Task item —
Identify all lines below that hold "lists" and collect them.

Data records:
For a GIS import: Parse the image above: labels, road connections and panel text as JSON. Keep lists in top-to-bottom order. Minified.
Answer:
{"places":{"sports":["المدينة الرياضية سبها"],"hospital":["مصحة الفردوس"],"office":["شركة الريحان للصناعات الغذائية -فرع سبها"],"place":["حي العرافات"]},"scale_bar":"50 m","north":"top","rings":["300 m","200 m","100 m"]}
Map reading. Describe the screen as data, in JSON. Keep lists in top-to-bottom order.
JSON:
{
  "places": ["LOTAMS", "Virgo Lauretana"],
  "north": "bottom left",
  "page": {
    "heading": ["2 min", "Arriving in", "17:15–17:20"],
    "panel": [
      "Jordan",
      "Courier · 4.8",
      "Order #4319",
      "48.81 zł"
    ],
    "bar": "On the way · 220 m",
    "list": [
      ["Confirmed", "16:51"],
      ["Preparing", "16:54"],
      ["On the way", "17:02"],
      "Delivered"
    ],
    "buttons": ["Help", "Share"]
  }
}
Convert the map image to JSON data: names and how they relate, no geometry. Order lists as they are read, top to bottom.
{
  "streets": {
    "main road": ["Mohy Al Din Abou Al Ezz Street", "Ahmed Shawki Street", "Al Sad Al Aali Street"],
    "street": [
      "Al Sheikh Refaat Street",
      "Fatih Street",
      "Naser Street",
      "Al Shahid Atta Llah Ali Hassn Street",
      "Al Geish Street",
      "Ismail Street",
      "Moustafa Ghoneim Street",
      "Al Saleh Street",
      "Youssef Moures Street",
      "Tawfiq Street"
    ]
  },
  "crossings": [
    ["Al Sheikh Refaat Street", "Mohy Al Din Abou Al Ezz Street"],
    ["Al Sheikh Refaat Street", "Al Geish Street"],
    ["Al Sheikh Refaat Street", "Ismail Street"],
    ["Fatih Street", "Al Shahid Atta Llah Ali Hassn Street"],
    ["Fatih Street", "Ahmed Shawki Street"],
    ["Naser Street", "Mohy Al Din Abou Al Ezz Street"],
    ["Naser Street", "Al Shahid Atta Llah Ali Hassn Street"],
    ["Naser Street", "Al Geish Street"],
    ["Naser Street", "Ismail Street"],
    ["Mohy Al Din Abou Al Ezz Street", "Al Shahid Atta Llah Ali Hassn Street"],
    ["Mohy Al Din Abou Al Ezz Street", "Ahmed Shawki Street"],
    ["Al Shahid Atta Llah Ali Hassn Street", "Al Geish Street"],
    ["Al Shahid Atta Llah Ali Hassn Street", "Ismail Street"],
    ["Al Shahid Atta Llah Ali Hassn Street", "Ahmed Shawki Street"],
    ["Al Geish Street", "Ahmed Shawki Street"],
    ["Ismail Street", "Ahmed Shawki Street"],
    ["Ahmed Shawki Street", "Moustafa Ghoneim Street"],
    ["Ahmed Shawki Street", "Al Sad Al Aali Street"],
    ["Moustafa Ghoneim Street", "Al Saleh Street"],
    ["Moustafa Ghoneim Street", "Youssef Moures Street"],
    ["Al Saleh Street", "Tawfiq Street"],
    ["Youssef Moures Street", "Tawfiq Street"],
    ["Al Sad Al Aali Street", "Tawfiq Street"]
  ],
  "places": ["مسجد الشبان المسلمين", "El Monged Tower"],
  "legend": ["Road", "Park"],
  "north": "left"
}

Written response —
For a GIS import: Parse the image above: labels, road connections and panel text as JSON. Keep lists in top-to-bottom order. Minified.
Map reading. Describe the screen as data, in JSON. Keep lists in top-to-bottom order.
Convert the map image to JSON data: names and how they relate, no geometry. Order lists as they are read, top to bottom.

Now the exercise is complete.